* [EXERCISE DIRECTIONS]: Where in the entries below does "lane" appear? Copy every line that has it.

(Saved data entries)
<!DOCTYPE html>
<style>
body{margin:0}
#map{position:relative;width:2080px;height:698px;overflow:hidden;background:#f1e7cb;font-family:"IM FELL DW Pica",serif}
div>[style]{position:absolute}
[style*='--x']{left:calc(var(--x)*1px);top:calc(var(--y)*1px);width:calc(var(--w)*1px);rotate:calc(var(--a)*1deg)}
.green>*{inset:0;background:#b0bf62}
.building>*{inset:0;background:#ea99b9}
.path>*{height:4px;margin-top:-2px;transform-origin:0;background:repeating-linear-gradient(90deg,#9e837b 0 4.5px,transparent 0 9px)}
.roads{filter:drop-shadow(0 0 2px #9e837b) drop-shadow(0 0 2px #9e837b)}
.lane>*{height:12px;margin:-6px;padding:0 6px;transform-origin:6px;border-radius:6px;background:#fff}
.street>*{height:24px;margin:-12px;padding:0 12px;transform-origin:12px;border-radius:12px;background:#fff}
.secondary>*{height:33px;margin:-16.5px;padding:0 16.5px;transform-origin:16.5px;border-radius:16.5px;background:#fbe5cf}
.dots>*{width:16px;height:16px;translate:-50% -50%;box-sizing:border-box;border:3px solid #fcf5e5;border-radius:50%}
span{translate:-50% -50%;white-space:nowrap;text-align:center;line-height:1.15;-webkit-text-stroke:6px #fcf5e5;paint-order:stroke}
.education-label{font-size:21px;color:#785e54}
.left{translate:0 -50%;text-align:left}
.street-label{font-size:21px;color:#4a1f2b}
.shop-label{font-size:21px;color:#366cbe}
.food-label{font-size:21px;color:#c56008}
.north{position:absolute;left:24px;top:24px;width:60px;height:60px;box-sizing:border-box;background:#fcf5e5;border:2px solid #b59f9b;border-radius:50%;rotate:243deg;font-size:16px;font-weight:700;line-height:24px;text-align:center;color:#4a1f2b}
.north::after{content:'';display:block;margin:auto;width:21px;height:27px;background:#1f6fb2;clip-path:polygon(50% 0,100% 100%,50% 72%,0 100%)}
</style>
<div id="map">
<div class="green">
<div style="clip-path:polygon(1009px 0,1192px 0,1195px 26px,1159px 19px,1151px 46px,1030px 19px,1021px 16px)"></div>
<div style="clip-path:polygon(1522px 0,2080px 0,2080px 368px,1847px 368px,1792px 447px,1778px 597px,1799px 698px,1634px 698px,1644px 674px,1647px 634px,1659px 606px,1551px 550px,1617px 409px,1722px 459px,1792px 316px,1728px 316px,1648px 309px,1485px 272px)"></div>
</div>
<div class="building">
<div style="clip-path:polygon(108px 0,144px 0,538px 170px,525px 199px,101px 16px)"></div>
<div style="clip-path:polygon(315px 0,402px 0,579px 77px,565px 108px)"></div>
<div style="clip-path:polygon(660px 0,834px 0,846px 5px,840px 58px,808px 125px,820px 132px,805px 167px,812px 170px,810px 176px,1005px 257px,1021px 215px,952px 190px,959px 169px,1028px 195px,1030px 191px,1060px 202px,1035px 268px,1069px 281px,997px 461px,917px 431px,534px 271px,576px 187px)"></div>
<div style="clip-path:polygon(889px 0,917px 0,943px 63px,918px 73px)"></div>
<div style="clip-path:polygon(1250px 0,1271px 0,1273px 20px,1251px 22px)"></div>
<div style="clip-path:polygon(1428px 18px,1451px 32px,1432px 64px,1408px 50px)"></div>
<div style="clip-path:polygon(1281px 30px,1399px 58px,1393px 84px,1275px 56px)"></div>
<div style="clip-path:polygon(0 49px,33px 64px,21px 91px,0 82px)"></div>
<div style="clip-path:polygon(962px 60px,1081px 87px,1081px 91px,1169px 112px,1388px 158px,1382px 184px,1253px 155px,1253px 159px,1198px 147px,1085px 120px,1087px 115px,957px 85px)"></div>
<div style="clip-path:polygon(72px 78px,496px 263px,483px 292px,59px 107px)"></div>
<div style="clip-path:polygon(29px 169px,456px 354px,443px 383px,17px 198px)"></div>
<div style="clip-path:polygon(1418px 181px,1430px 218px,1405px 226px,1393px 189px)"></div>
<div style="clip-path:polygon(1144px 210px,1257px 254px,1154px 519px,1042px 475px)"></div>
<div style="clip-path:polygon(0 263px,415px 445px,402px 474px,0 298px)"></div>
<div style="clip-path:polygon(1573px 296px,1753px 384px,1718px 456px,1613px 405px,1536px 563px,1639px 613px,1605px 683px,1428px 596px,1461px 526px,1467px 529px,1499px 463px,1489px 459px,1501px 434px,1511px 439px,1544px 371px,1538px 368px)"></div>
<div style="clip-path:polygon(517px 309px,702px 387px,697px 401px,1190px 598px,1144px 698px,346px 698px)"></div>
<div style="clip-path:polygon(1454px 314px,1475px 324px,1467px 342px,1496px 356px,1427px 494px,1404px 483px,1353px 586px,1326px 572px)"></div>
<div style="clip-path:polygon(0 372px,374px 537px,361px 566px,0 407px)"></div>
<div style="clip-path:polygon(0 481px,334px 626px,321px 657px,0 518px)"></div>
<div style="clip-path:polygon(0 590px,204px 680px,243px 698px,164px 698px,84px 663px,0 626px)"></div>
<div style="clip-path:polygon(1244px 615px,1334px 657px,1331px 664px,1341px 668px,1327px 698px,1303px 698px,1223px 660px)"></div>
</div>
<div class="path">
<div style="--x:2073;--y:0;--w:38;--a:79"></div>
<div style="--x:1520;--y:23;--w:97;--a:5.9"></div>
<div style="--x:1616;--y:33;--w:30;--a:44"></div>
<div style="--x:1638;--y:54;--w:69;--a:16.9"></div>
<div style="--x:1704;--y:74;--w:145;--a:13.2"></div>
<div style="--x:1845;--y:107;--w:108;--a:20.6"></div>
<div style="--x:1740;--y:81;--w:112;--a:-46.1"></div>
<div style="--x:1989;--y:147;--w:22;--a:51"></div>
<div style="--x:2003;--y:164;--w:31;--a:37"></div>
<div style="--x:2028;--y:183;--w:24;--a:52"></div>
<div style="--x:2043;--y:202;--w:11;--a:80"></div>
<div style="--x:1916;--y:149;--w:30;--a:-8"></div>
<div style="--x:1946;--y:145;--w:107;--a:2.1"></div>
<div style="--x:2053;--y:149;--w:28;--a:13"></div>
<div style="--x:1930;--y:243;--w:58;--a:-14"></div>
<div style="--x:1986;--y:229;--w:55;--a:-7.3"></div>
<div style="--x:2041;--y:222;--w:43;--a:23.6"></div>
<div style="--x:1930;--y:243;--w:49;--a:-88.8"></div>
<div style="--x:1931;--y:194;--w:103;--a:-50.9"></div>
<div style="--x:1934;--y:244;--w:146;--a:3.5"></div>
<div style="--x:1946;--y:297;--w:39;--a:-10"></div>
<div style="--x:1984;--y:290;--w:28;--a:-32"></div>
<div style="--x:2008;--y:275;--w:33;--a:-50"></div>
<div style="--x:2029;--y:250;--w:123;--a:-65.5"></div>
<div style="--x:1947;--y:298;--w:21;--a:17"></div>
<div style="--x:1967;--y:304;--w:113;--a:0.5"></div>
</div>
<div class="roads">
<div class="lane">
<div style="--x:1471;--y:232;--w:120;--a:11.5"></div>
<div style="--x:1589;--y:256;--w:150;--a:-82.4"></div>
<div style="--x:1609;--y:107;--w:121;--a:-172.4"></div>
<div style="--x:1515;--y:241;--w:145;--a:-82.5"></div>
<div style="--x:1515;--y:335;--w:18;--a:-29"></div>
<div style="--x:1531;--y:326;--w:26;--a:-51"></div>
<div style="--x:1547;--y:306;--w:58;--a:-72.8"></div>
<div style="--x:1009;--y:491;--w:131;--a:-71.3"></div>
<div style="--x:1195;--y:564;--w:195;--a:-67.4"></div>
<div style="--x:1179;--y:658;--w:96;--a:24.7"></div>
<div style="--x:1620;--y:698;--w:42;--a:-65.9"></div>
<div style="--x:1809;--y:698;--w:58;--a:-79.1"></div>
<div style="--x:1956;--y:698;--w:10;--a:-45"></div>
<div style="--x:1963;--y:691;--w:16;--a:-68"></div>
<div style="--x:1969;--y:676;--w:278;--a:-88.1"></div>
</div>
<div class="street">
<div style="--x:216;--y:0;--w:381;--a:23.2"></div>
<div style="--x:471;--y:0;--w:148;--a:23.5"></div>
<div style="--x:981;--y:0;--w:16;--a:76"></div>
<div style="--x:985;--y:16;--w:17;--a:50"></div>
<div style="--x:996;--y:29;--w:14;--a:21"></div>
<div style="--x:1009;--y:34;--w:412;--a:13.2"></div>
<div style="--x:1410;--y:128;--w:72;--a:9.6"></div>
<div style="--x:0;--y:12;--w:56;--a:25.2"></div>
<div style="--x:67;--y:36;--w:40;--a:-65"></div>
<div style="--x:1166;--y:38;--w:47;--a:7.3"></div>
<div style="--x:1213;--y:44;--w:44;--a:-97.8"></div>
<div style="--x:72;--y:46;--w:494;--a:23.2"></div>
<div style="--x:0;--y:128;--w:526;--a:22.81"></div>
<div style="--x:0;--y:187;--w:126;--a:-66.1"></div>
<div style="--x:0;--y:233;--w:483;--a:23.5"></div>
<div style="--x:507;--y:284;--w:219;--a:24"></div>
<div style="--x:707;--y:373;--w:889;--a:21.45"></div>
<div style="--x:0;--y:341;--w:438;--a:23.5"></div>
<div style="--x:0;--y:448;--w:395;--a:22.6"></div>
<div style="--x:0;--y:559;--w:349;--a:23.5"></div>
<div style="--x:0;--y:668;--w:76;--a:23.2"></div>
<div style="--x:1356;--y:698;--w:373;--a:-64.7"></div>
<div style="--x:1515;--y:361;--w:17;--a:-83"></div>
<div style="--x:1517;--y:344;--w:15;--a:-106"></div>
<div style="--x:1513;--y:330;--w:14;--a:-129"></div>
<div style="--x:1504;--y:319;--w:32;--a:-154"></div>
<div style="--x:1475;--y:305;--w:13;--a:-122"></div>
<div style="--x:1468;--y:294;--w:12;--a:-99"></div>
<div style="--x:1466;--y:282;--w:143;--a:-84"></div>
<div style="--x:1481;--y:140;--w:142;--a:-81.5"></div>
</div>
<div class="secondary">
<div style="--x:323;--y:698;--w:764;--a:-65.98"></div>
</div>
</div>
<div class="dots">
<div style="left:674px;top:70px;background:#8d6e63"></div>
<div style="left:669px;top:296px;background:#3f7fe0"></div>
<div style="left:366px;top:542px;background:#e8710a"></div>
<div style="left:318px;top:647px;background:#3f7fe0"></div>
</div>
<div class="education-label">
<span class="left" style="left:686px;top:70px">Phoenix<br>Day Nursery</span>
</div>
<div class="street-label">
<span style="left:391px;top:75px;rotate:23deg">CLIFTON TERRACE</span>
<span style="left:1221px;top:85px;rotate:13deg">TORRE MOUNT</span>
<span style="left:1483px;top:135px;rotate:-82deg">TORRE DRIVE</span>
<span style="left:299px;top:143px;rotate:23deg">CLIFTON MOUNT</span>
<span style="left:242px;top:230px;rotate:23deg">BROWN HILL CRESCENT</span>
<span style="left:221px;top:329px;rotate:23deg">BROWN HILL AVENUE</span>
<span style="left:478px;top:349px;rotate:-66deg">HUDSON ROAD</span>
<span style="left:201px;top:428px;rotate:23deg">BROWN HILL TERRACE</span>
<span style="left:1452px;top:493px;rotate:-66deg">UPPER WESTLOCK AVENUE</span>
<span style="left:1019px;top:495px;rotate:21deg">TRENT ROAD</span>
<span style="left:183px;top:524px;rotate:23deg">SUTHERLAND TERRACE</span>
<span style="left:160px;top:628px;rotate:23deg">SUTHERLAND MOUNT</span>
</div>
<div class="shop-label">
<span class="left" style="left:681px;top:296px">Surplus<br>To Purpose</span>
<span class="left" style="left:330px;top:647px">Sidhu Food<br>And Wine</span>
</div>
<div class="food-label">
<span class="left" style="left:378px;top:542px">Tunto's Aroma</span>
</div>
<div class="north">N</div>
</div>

* [WRITTEN REPLY]:
.lane>*{height:12px;margin:-6px;padding:0 6px;transform-origin:6px;border-radius:6px;background:#fff}
<div class="lane">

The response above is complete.